Segment Open

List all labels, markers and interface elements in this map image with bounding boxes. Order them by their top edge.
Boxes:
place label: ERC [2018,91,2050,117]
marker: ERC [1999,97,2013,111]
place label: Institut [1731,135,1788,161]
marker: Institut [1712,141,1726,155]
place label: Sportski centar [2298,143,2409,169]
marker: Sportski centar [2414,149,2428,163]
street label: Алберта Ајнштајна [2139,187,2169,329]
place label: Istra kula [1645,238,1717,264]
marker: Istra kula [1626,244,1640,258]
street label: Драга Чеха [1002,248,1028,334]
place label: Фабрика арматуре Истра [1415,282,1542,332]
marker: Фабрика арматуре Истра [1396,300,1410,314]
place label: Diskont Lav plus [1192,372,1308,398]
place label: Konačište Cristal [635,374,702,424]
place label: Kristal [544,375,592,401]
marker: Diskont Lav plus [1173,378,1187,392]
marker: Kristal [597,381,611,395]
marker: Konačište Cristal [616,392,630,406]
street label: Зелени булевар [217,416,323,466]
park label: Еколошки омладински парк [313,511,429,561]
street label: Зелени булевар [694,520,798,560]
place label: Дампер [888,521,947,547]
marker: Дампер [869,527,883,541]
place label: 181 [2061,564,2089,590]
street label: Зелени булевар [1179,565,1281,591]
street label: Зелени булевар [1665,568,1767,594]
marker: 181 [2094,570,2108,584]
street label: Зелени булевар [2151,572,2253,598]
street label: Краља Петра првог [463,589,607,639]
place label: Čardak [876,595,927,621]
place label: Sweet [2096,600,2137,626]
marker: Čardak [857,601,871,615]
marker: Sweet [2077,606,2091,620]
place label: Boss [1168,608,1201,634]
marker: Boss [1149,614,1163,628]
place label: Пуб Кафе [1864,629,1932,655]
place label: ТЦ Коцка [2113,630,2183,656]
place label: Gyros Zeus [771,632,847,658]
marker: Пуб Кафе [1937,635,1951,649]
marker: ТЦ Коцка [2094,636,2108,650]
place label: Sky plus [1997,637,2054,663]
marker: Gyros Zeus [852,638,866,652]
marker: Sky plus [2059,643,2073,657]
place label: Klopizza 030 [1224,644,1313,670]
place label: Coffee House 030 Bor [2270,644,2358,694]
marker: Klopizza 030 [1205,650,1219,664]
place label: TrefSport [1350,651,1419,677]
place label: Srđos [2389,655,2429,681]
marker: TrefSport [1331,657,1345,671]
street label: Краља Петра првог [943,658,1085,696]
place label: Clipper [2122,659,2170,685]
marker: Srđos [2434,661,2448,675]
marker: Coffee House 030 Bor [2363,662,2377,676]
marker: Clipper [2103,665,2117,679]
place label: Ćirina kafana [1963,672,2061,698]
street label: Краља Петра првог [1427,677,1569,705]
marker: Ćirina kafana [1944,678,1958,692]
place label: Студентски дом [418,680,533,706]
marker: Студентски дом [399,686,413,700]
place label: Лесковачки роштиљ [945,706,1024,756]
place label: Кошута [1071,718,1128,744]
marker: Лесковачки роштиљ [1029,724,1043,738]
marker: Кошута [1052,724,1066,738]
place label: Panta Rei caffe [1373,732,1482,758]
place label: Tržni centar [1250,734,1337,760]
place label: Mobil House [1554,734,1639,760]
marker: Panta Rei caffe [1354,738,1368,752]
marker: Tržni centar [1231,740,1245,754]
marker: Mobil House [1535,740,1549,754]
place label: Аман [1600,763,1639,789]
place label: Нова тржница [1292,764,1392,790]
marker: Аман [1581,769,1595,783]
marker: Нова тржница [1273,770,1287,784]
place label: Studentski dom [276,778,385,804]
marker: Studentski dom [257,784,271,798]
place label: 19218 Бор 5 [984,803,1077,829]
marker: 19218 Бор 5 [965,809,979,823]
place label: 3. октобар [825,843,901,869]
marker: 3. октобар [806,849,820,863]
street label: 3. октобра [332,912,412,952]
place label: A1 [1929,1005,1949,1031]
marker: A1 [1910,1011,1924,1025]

Segment Closed

▶ _PROBLEM STATEMENT_: Please give the entries above again in full, exactly as written.

▶ _EXERCISE RESPONSE_:
List all labels, markers and interface elements in this map image with bounding boxes. Order them by their top edge.
Boxes:
place label: ERC [2018,91,2050,117]
marker: ERC [1999,97,2013,111]
place label: Institut [1731,135,1788,161]
marker: Institut [1712,141,1726,155]
place label: Sportski centar [2298,143,2409,169]
marker: Sportski centar [2414,149,2428,163]
street label: Алберта Ајнштајна [2139,187,2169,329]
place label: Istra kula [1645,238,1717,264]
marker: Istra kula [1626,244,1640,258]
street label: Драга Чеха [1002,248,1028,334]
place label: Фабрика арматуре Истра [1415,282,1542,332]
marker: Фабрика арматуре Истра [1396,300,1410,314]
place label: Diskont Lav plus [1192,372,1308,398]
place label: Konačište Cristal [635,374,702,424]
place label: Kristal [544,375,592,401]
marker: Diskont Lav plus [1173,378,1187,392]
marker: Kristal [597,381,611,395]
marker: Konačište Cristal [616,392,630,406]
street label: Зелени булевар [217,416,323,466]
park label: Еколошки омладински парк [313,511,429,561]
street label: Зелени булевар [694,520,798,560]
place label: Дампер [888,521,947,547]
marker: Дампер [869,527,883,541]
place label: 181 [2061,564,2089,590]
street label: Зелени булевар [1179,565,1281,591]
street label: Зелени булевар [1665,568,1767,594]
marker: 181 [2094,570,2108,584]
street label: Зелени булевар [2151,572,2253,598]
street label: Краља Петра првог [463,589,607,639]
place label: Čardak [876,595,927,621]
place label: Sweet [2096,600,2137,626]
marker: Čardak [857,601,871,615]
marker: Sweet [2077,606,2091,620]
place label: Boss [1168,608,1201,634]
marker: Boss [1149,614,1163,628]
place label: Пуб Кафе [1864,629,1932,655]
place label: ТЦ Коцка [2113,630,2183,656]
place label: Gyros Zeus [771,632,847,658]
marker: Пуб Кафе [1937,635,1951,649]
marker: ТЦ Коцка [2094,636,2108,650]
place label: Sky plus [1997,637,2054,663]
marker: Gyros Zeus [852,638,866,652]
marker: Sky plus [2059,643,2073,657]
place label: Klopizza 030 [1224,644,1313,670]
place label: Coffee House 030 Bor [2270,644,2358,694]
marker: Klopizza 030 [1205,650,1219,664]
place label: TrefSport [1350,651,1419,677]
place label: Srđos [2389,655,2429,681]
marker: TrefSport [1331,657,1345,671]
street label: Краља Петра првог [943,658,1085,696]
place label: Clipper [2122,659,2170,685]
marker: Srđos [2434,661,2448,675]
marker: Coffee House 030 Bor [2363,662,2377,676]
marker: Clipper [2103,665,2117,679]
place label: Ćirina kafana [1963,672,2061,698]
street label: Краља Петра првог [1427,677,1569,705]
marker: Ćirina kafana [1944,678,1958,692]
place label: Студентски дом [418,680,533,706]
marker: Студентски дом [399,686,413,700]
place label: Лесковачки роштиљ [945,706,1024,756]
place label: Кошута [1071,718,1128,744]
marker: Лесковачки роштиљ [1029,724,1043,738]
marker: Кошута [1052,724,1066,738]
place label: Panta Rei caffe [1373,732,1482,758]
place label: Tržni centar [1250,734,1337,760]
place label: Mobil House [1554,734,1639,760]
marker: Panta Rei caffe [1354,738,1368,752]
marker: Tržni centar [1231,740,1245,754]
marker: Mobil House [1535,740,1549,754]
place label: Аман [1600,763,1639,789]
place label: Нова тржница [1292,764,1392,790]
marker: Аман [1581,769,1595,783]
marker: Нова тржница [1273,770,1287,784]
place label: Studentski dom [276,778,385,804]
marker: Studentski dom [257,784,271,798]
place label: 19218 Бор 5 [984,803,1077,829]
marker: 19218 Бор 5 [965,809,979,823]
place label: 3. октобар [825,843,901,869]
marker: 3. октобар [806,849,820,863]
street label: 3. октобра [332,912,412,952]
place label: A1 [1929,1005,1949,1031]
marker: A1 [1910,1011,1924,1025]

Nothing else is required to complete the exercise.